I assigned students roles, and they turned their cameras on or off to indicate being on or offstage. At first a few good sports dressed up in character, mugged the camera during asides and gestured to empty space around them so that our Google Meet looked like the Brady Bunch intro. I dug up an old colleague’s stash of foam swords and swung them in front of the camera. “Scroll to scene one” replaced “turn to scene one” in my teaching vernacular. Deeply caricatured British accents were hazarded, then mocked and celebrated in the chat. Sometimes we pulled it off. We matched a normal year’s stilted goofiness of teenagers confronting Shakespeare for the first time.
But verisimilitude in hybrid digital theater is not easy to come by. Cameras and mics got left on or off at the wrong times. Calls got dropped mid-scene. When students with speaking roles attended in person, my classroom resembled a switchboard operator’s closet—all of us muting and unmuting mics and volume while delivering lines on separate laptops. As initial enthusiasm waned, costumes were abandoned, accents dropped. Lest they merely assume it to be true, I took to verbally assuring them that this was all wrong, or all sideways. If I couldn’t give them the real thing, I needed them to know it.
“Normally, I’d give Cornwall rubber eyeballs to roll across the ground here.” I paused at the exact line as I’ve done for seven years but set the eyeballs down out of frame, in their box. “Normally, we’d stack the bodies in front of the podium.” “Normally, we’d push desks into the corner to make a real hovel.”
“Real hovel.” A real fake hovel, that I was asking digital students to imagine, as if that were the catalyst for authentic comprehension. As if they were being robbed of a real experience of Shakespearean theater by not getting to huddle into a mangled stack of desks and jump into view facetiously, even though in a normal year I’d perpetrate the same translating, allow the facetiousness but say things like, “I love it, but in a real production, here’s what they’d do.”
And then I’d show them footage from a professional production, thinking maybe that doing so would codify our own experience as more significant. That this translation of significance from professional to classroom would lend esteem to our production and in turn lend esteem to me. That my students would tell their younger siblings to take Sloma for AP Lit, because he made Shakespeare sort of fun.
Lear in the storm, steeped in a material and immaterial chaos he cannot parse, achieves a shade of an enlightened moment. That most fraught of Shakespearean epiphanies: seeming truth arrived at on bad evidence. But as I ask my students each year, does that really need to undermine his experience? Perhaps there’s no need to so quickly invalidate just because we have more or different information.
We finished the play. They loved and hated it in normal proportions—or so it seemed.
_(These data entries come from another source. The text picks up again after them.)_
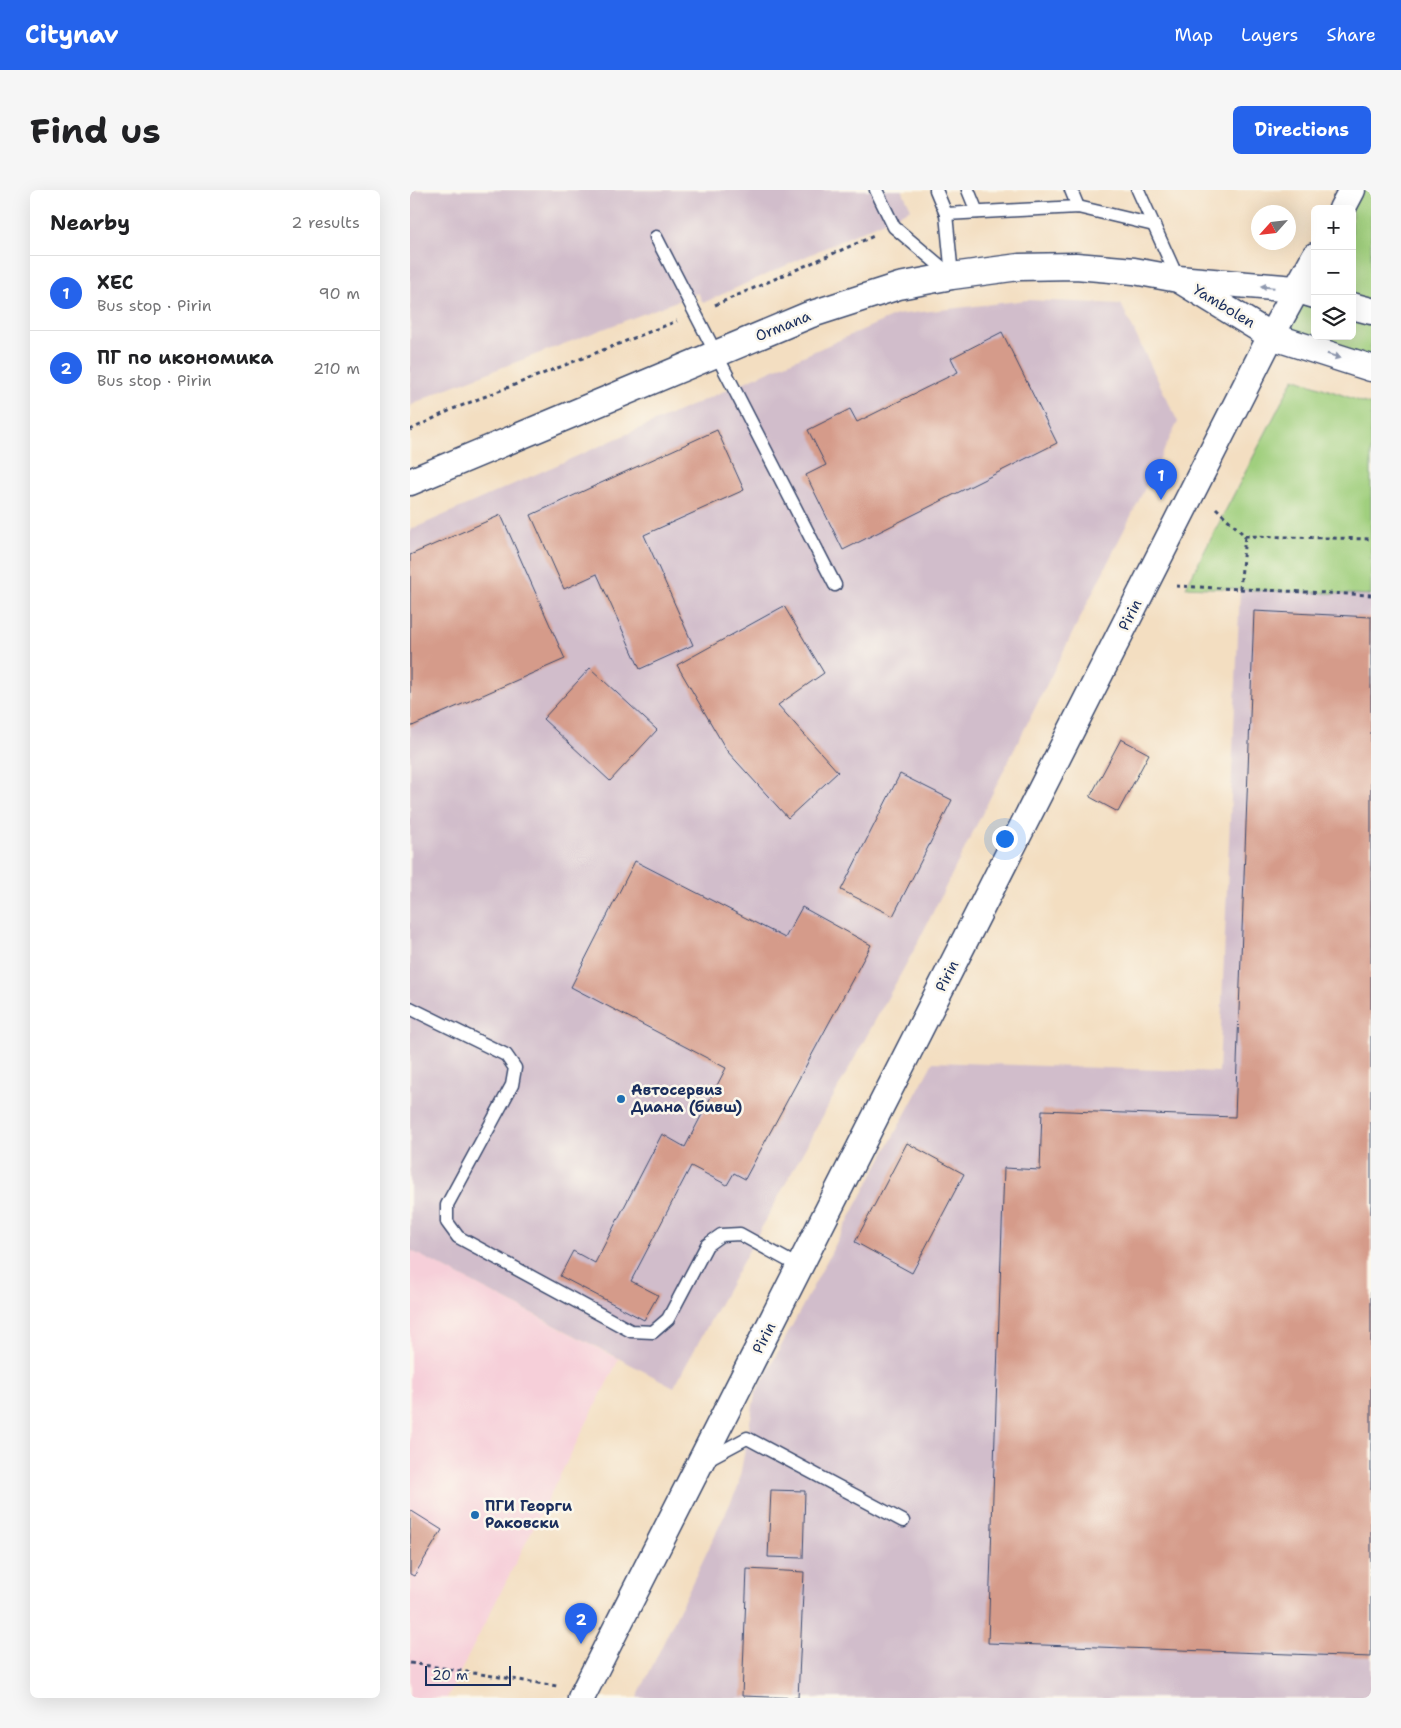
<!DOCTYPE html>
<meta charset="utf-8">
<style>
:root{--surface:#fff;--page:#f6f6f6;--text:#202124;--muted:#757577;--line:#e0e0e0;--accent:#2563eb}
body{margin:0;font-family:"Shantell Sans",sans-serif;background:var(--page);color:var(--text)}
.controls{position:absolute;right:15px;top:15px;display:grid;overflow:hidden;border-radius:8px;box-shadow:0 5px 20px #0002}
.controls button{width:45px;height:45px;display:grid;place-items:center;padding:0;border:0;border-bottom:1px solid var(--line);background:var(--surface);color:var(--text);font:25px sans-serif}
.compass{position:absolute;left:841px;top:15px;width:45px;height:45px;border-radius:50%;background:var(--surface);box-shadow:0 5px 20px #0002;rotate:243deg}
.scale{position:absolute;left:15px;bottom:12px;width:86px;box-sizing:border-box;padding-left:5px;border:2px solid #1b2f5e;border-top:0;font-size:14px;line-height:18px;white-space:nowrap;color:#1b2f5e;-webkit-text-stroke:4px #fbf7ec;paint-order:stroke}
.you{position:absolute;left:594px;top:648px;width:18px;height:18px;margin:-12px;border:4px solid #fff;border-radius:50%;background:#1a73e8;box-shadow:0 0 0 8px #1a73e833}
.badge{display:grid;place-items:center;width:32px;height:32px;border-radius:50%;background:var(--accent);color:#fff;font-size:16px;font-weight:700}
.pin{position:absolute;translate:-50% -41px;filter:drop-shadow(0 1px 2px #0008)}
.pin::after{content:'';position:absolute;top:26px;width:18px;height:15px;background:inherit;clip-path:polygon(0 0,100% 0,50% 100%)}
.list{margin:0;padding:0;list-style:none}
h2{display:flex;justify-content:space-between;align-items:center;height:65px;margin:0;padding:0 20px;font-size:21px}
h2 small{font-size:16px;font-weight:400;color:var(--muted)}
.list li{display:grid;grid-template-columns:32px 1fr auto;gap:15px;align-items:center;box-sizing:border-box;height:75px;padding:0 20px;border-top:1px solid var(--line)}
.list b{display:block;font-size:19px;white-space:nowrap}
.list p{margin:0;font-size:16px;white-space:nowrap;color:var(--muted)}
.list em{font-size:16px;font-style:normal;color:var(--muted)}
.icon{flex:none;width:28px;height:28px;fill:none;stroke:currentColor;stroke-width:2;stroke-linecap:round;stroke-linejoin:round}
.map{position:relative;flex:none;width:961px;height:1508px;overflow:hidden;border-radius:8px}
header{display:flex;align-items:center;gap:30px;box-sizing:border-box;height:70px;padding:0 25px;background:var(--accent);color:#fff}
header strong{font-size:24px}
nav{display:flex;gap:28px;margin-inline-start:auto;font-size:18px}
.intro{display:flex;align-items:center;justify-content:space-between;box-sizing:border-box;height:120px;padding:0 30px}
h1{margin:0;font-size:35px}
.button{padding:12px 22px;border-radius:8px;background:var(--accent);color:#fff;font-size:18px;font-weight:700}
main{display:flex;gap:30px;padding:0 30px}
aside{flex:1;background:var(--surface);border-radius:8px;box-shadow:0 5px 20px #0002}
.map>svg:first-child{display:block}
.built{fill:#f6cfd9}
.industrial{fill:#d1bdcb}
.green{fill:#a0cf7e;stroke:#5e7f6e}
.building{fill:#d59b8a}
.lines{fill:none;stroke-linecap:round;stroke-linejoin:round}
.service-casing{stroke:#3b496d;stroke-width:15}
.minor-casing{stroke:#3b496d;stroke-width:29}
.path{stroke:#3b496d;stroke-width:3;stroke-dasharray:4 4;stroke-linecap:butt}
.service{stroke:#fff;stroke-width:12}
.minor{stroke:#fff;stroke-width:26}
.oneway{fill:#8d97ae}
.poi-dot{fill:#1f6fb2;stroke:#fbf7ec;stroke-width:2}
.labels{text-anchor:middle;stroke-width:5;stroke-linejoin:round;paint-order:stroke}
.street-label{font-size:15px;fill:#1b2f5e;stroke:#fbf7ec}
.poi-label{font-size:15px;font-weight:bold;fill:#1b2f5e;stroke:#fbf7ec;text-anchor:start}
</style>
<header>
<strong>Citynav</strong>
<nav><a>Map</a><a>Layers</a><a>Share</a></nav>
</header>
<div class="intro"><h1>Find us</h1><a class="button">Directions</a></div>
<main>
<aside>
<h2>Nearby<small>2 results</small></h2>
<ul class="list">
<li><span class="badge">1</span><div><b>ХЕС</b><p>Bus stop · Pirin</p></div><em>90 m</em></li>
<li><span class="badge">2</span><div><b>ПГ по икономика</b><p>Bus stop · Pirin</p></div><em>210 m</em></li>
</ul>
</aside>
<div class="map">
<svg width="961" height="1508" viewBox="0 0 961 1508">
<rect width="100%" height="100%" fill="#fbf7ec"/>
<filter id="ink" filterUnits="userSpaceOnUse"><feTurbulence type="fractalNoise" baseFrequency=".02" numOctaves="2"/><feDisplacementMap in="SourceGraphic" scale="10" xChannelSelector="R" yChannelSelector="G"/><feConvolveMatrix kernelMatrix="1 2 1 2 8 2 1 2 1" color-interpolation-filters="sRGB"/></filter>
<filter id="wash" filterUnits="userSpaceOnUse"><feTurbulence type="fractalNoise" baseFrequency=".0096" numOctaves="4" result="noise"/><feDisplacementMap in="SourceGraphic" scale="20" xChannelSelector="R" yChannelSelector="G"/><feGaussianBlur stdDeviation="1.12" result="paint"/><feColorMatrix in="noise" values="0 0 0 0 0 0 0 0 0 0 0 0 0 0 0 0 0 1.4 0 .05"/><feComposite in="paint" operator="in"/></filter>
<g filter="url(#wash)">
<rect width="100%" height="100%" fill="#f3dec1"/>
<polygon class="built" points="0,1060 209,1169 37,1508 0,1508"/>
<g class="industrial">
<polygon points="0,0 492,0 501,19 293,113 288,103 30,201 0,216"/>
<polygon points="617,110 711,114 768,232 505,758 264,1197 0,1060 0,340 486,125"/>
<polygon points="830,399 961,405 961,1508 227,1508 328,1297 345,1205 523,872 809,882"/>
</g>
<g class="green">
<polygon points="942,0 961,0 961,178 861,146 905,66 905,146 942,146"/>
<polygon points="884,188 961,215 961,405 776,397"/>
</g>
<g id="blocks">
<g class="building">
<polygon points="592,142 647,253 433,360 396,285 416,275 398,240 440,219 447,232 548,182 541,168"/>
<polygon points="307,240 334,300 234,345 283,455 230,479 187,384 154,399 121,325"/>
<polygon points="91,325 155,469 0,537 0,365"/>
<polygon points="374,416 414,483 368,515 428,582 378,628 317,561 267,475"/>
<polygon points="844,421 961,427 961,1467 578,1453 594,978 630,980 632,920 825,927"/>
<polygon points="180,478 247,540 200,591 133,529"/>
<polygon points="711,549 739,564 708,622 680,607"/>
<polygon points="490,584 542,610 483,726 431,700"/>
<polygon points="225,671 375,748 392,717 461,755 335,989 324,983 317,995 281,976 221,1091 248,1105 234,1130 150,1086 163,1061 185,1073 252,944 275,957 316,878 161,797"/>
<polygon points="497,953 554,984 502,1083 445,1052"/>
<polygon points="361,1300 395,1301 393,1368 358,1367"/>
<polygon points="0,1320 32,1340 4,1386 0,1384"/>
<polygon points="337,1379 394,1382 388,1508 332,1506"/>
</g>
</g>
</g>
<g filter="url(#ink)">
<use href="#blocks" fill-opacity="0" stroke="#3b496d" stroke-width="1"/>
<g class="lines">
<g class="service-casing">
<g id="service">
<polyline points="466,0 484,37 542,86"/>
<polyline points="526,0 536,24 542,86"/>
<polyline points="558,0 567,22"/>
<polyline points="661,0 668,17"/>
<polyline points="728,0 768,89"/>
<polyline points="536,24 668,17 744,35"/>
<polyline points="246,47 425,395"/>
<polyline points="0,818 96,865 105,878 102,895 37,1015 37,1032 48,1047 221,1141 243,1142 258,1129 297,1055 311,1045 330,1044 390,1077"/>
<polyline points="296,1270 337,1248 493,1331"/>
</g>
</g>
<g class="minor-casing">
<g id="minor">
<polyline points="932,19 942,0"/>
<polyline points="773,92 861,146 961,178"/>
<polyline points="942,116 961,121"/>
<polyline points="0,292 399,125 489,96 542,86 609,77 666,76 724,81 768,89 885,99 905,105"/>
<polyline points="171,1508 861,146 905,66"/>
</g>
</g>
<g class="path">
<polyline points="305,115 466,45"/>
<polyline points="0,240 43,219 267,131"/>
<polyline points="806,318 835,346 961,349"/>
<polyline points="766,396 961,405"/>
<polyline points="830,399 835,346"/>
<polyline points="0,1473 147,1496"/>
</g>
<use href="#service" class="service"/>
<use href="#minor" class="minor"/>
</g>
<defs><path id="oneway-solid" d="M-6-.8H1V-3.2L6.5 0L1 3.2V.8H-6Z" transform="scale(1.25)"/></defs>
<g class="oneway">
<use href="#oneway-solid" transform="translate(857 97) rotate(-175)"/>
<use href="#oneway-solid" transform="translate(924 166) rotate(18)"/>
</g>
</g>
<g class="poi-dot">
<circle cx="211" cy="909" r="5"/>
<circle cx="65" cy="1325" r="5"/>
</g>
<g class="labels">
<g class="street-label">
<text transform="translate(814 116) rotate(31)" y="5">Yambolen</text>
<text transform="translate(373 136) rotate(-22)" y="5">Ormana</text>
<text transform="translate(720 425) rotate(-63)" y="5">Pirin</text>
<text transform="translate(537 786) rotate(-63)" y="5">Pirin</text>
<text transform="translate(354 1148) rotate(-63)" y="5">Pirin</text>
</g>
<g class="poi-label">
<text x="221" y="905">Автосервиз<tspan x="221" dy="17">Диана (бивш)</tspan></text>
<text x="75" y="1321">ПГИ Георги<tspan x="75" dy="17">Раковски</tspan></text>
</g>
</g>
</svg>
<div class="controls">
<button>+</button>
<button>−</button>
<button><svg class="icon" aria-label="layers" viewBox="0 0 24 24"><path d="M12 4l9 5-9 5-9-5zM3 14l9 5 9-5"/></svg></button>
</div>
<svg class="compass" viewBox="-18 -18 36 36"><path d="M0-13l5 13h-10z" fill="#e53935"/><path d="M0 13l5-13h-10z" fill="#757577"/></svg>
<div class="scale">20 m</div>
<div class="you"></div>
<div class="pin badge" style="left:751px;top:310px">1</div>
<div class="pin badge" style="left:171px;top:1454px">2</div>
</div>
</main>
I too don’t have great evidence. But I do have some evidence. A hybrid digital production of Shakespeare caused a student to type “this is actually so sad” in the chat while we all imagined a father cradling his dead daughter. There were just two students in the room with me. Three total cameras on, and a wall of polka dots. In the chat, this one girl at least was sad.
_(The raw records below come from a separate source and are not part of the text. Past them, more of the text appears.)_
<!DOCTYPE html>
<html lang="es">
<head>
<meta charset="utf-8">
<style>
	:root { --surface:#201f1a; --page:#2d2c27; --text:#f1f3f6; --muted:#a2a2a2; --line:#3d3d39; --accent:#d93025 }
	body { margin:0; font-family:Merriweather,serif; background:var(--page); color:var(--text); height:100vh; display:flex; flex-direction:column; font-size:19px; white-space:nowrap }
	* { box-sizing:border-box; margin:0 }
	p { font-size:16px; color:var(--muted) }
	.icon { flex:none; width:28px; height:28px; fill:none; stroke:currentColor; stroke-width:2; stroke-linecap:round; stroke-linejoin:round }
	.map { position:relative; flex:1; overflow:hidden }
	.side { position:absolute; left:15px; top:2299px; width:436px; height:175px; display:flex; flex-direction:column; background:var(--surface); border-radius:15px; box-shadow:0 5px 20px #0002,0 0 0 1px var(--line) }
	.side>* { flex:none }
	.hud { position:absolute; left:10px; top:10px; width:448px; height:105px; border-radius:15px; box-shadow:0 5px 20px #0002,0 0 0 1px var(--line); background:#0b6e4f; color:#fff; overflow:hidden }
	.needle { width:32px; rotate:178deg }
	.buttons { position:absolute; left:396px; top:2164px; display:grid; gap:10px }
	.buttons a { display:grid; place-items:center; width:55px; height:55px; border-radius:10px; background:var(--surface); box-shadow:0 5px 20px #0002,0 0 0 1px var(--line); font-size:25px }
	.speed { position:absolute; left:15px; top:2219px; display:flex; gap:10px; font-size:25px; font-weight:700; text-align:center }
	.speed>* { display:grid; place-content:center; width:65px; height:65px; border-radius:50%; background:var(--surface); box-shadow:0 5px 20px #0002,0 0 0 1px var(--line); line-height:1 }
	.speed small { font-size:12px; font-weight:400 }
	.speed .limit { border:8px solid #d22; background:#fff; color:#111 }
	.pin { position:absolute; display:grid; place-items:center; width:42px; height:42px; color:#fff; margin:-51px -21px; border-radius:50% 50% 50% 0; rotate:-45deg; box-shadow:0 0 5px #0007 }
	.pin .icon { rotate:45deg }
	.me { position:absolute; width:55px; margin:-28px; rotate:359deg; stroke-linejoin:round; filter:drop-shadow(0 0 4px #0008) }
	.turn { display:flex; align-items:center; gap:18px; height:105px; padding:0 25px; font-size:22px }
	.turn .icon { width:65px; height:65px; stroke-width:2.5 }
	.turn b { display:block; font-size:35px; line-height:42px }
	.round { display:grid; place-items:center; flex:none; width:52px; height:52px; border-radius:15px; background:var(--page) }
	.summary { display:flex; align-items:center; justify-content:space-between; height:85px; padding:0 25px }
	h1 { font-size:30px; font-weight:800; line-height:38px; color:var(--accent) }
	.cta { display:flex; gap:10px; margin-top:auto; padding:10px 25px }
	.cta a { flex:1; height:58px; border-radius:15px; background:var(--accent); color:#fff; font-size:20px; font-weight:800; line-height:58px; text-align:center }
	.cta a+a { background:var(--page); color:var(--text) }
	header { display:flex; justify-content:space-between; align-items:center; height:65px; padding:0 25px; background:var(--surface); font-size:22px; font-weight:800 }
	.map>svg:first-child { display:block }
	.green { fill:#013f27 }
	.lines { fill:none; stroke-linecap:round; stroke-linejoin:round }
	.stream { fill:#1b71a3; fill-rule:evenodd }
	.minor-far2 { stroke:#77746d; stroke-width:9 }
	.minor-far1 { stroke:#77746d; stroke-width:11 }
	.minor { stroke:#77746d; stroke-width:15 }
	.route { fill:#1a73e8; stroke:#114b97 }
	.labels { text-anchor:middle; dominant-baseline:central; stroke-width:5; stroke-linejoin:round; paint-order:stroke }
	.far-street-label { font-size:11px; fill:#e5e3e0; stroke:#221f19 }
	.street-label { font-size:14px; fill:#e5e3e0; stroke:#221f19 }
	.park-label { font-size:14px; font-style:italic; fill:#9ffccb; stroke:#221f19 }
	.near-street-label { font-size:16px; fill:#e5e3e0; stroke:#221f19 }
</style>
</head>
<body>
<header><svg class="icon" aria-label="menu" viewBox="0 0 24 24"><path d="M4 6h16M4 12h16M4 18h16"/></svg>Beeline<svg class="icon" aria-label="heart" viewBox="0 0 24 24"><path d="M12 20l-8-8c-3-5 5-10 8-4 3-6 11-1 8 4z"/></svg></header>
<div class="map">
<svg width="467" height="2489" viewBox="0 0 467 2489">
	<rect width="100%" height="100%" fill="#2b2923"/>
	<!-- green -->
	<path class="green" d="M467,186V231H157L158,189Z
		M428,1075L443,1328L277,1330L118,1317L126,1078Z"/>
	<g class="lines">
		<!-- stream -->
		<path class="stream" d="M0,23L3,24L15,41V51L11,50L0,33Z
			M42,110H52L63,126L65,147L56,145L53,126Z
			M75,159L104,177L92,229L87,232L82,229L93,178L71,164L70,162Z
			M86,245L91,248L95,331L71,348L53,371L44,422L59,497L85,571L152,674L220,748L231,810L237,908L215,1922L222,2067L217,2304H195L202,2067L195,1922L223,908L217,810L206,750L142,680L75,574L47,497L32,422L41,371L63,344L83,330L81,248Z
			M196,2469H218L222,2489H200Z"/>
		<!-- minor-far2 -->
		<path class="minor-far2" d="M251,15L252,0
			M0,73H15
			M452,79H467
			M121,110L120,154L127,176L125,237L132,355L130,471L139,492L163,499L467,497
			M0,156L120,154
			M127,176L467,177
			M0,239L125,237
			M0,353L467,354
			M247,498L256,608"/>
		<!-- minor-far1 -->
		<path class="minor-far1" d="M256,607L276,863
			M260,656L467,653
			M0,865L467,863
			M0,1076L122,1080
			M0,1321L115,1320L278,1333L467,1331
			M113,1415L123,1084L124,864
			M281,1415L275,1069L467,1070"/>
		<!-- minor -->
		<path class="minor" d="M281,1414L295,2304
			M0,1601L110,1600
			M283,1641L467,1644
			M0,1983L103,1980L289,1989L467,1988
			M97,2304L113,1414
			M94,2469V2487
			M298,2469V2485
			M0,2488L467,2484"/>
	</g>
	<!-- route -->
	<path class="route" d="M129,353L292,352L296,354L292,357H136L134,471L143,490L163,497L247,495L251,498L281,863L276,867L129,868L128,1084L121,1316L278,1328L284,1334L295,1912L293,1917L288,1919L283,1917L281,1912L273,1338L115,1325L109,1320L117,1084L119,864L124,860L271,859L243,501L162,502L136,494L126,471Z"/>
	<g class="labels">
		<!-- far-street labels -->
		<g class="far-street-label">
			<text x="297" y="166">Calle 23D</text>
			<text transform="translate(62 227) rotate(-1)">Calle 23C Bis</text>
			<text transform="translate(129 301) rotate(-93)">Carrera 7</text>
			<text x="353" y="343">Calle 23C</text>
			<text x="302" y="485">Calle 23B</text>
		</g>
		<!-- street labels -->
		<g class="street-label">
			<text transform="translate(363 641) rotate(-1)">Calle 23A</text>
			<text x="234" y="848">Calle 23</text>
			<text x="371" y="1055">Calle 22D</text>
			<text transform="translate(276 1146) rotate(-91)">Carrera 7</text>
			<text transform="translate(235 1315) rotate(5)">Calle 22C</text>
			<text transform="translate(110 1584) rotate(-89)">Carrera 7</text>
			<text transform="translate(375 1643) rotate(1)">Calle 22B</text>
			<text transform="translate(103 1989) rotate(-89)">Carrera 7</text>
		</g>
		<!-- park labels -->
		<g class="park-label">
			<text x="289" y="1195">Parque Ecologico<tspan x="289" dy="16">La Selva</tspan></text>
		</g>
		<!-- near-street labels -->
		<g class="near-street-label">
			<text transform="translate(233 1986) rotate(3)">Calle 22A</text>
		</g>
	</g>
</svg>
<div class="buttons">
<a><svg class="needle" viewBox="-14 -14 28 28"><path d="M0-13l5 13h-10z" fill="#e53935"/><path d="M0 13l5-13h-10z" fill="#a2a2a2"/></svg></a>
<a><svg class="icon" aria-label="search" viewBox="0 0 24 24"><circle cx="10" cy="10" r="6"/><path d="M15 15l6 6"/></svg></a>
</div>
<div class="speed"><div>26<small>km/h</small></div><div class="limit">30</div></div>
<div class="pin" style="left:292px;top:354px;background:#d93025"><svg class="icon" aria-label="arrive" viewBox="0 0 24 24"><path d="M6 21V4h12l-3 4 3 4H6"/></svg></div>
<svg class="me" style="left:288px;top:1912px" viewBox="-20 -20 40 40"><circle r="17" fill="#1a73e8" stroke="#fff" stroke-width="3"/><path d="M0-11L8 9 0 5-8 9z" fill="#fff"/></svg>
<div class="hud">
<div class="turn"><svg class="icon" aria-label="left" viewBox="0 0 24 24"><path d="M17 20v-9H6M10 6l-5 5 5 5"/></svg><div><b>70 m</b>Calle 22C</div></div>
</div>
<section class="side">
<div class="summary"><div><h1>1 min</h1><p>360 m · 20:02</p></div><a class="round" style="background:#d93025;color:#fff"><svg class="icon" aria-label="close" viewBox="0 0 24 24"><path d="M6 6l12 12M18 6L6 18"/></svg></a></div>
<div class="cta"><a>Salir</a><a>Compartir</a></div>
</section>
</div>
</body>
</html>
I want to know the girl who typed that. When I read her reaction to Cordelia’s death in the chat, I couldn’t enjoy it without translating it from the digital to the real in my head. To the real image of a teenager reacting to literature in my classroom. I want it back.
But this is her Lear now. This will always be how she heard this story. The incursions of an overeager teacher trying to shoehorn a different experience into hers won’t change that.
This student is my thing itself, my Edgar in the storm. My proof that we aren’t throwing away a year’s worth of sham experience. Lear was wrong about Edgar, and I may be just as wrong about this girl who I’ve chosen to see wedged in a couch, alone and teary-eyed, another Shakespeare convert I can add to my collection. I don’t know how to know it. She might have just typed her response absently, without the conviction I’m assigning her. And I too might just be the author of my own farce, desperate as I am to wrest something purposeful from this chaos.